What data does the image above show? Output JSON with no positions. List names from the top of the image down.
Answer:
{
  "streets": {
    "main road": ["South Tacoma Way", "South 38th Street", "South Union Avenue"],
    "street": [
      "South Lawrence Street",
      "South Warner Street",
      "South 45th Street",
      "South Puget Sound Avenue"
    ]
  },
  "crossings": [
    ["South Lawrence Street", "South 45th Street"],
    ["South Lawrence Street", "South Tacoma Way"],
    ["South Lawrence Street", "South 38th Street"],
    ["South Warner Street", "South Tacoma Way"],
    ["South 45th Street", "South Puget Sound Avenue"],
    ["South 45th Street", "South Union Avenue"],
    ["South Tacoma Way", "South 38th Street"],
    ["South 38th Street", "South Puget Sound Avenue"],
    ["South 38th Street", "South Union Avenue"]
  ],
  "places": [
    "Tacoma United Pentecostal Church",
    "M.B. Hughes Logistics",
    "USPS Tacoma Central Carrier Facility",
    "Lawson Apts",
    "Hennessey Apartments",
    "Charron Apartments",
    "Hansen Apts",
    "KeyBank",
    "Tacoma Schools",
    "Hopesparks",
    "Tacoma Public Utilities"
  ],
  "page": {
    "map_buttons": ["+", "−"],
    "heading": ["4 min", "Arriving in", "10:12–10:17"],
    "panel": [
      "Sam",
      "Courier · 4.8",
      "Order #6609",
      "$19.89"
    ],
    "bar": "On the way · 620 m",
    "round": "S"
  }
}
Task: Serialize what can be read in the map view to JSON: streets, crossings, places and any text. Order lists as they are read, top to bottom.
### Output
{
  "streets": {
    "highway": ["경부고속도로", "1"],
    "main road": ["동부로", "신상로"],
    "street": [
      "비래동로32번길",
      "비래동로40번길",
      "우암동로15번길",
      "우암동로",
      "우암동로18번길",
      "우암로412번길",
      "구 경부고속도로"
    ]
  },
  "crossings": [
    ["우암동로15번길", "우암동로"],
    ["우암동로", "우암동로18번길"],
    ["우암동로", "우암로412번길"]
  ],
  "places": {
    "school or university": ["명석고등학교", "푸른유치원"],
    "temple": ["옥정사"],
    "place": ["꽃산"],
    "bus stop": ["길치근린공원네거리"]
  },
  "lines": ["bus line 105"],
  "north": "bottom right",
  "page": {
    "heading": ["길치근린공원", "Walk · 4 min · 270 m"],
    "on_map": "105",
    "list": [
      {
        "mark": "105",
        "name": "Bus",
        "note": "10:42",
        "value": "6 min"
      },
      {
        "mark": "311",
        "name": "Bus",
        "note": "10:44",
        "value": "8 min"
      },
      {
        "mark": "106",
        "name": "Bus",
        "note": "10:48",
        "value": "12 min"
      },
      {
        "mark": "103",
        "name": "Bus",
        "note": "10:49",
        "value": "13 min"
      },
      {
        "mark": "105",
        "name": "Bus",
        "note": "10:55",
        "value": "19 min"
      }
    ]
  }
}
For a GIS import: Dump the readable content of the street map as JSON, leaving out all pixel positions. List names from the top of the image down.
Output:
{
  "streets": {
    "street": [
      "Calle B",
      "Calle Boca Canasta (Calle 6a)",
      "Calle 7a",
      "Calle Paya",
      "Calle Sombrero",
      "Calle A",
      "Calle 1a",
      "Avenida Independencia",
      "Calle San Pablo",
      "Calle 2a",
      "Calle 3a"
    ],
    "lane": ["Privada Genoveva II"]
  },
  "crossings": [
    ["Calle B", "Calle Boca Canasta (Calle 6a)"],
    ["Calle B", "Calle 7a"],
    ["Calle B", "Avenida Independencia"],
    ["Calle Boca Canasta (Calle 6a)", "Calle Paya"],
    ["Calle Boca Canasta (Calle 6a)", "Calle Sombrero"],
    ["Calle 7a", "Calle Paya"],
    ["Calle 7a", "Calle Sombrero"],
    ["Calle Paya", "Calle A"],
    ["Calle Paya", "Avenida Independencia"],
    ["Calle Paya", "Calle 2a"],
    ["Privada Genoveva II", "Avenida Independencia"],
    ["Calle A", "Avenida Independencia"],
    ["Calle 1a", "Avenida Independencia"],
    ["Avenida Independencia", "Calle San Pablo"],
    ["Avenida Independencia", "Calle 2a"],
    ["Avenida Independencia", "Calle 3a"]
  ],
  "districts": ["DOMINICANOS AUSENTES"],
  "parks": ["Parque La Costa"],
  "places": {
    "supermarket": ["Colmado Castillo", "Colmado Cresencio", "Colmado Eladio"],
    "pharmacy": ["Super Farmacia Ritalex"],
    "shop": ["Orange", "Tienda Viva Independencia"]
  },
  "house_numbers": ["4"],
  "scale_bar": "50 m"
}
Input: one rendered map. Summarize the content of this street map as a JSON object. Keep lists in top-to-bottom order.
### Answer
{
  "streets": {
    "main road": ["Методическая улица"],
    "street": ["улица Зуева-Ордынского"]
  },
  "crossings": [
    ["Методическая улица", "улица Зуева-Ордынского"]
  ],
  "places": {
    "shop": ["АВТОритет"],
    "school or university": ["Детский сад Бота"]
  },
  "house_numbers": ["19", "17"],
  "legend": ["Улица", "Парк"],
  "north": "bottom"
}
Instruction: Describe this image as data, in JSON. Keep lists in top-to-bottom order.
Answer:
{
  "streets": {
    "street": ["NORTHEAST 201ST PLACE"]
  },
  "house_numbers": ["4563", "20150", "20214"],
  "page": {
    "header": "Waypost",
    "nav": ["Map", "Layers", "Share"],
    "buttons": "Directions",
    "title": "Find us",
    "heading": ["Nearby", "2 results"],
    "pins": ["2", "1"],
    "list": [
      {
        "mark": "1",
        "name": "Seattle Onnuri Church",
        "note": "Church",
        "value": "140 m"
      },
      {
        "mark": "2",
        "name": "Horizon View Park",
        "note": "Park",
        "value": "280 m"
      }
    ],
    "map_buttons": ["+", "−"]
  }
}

● **ASSIGNMENT**
Copy out every line from the data above that has "Ордынского" in it.

● **REPLY**
    "street": ["улица Зуева-Ордынского"]
    ["Методическая улица", "улица Зуева-Ордынского"]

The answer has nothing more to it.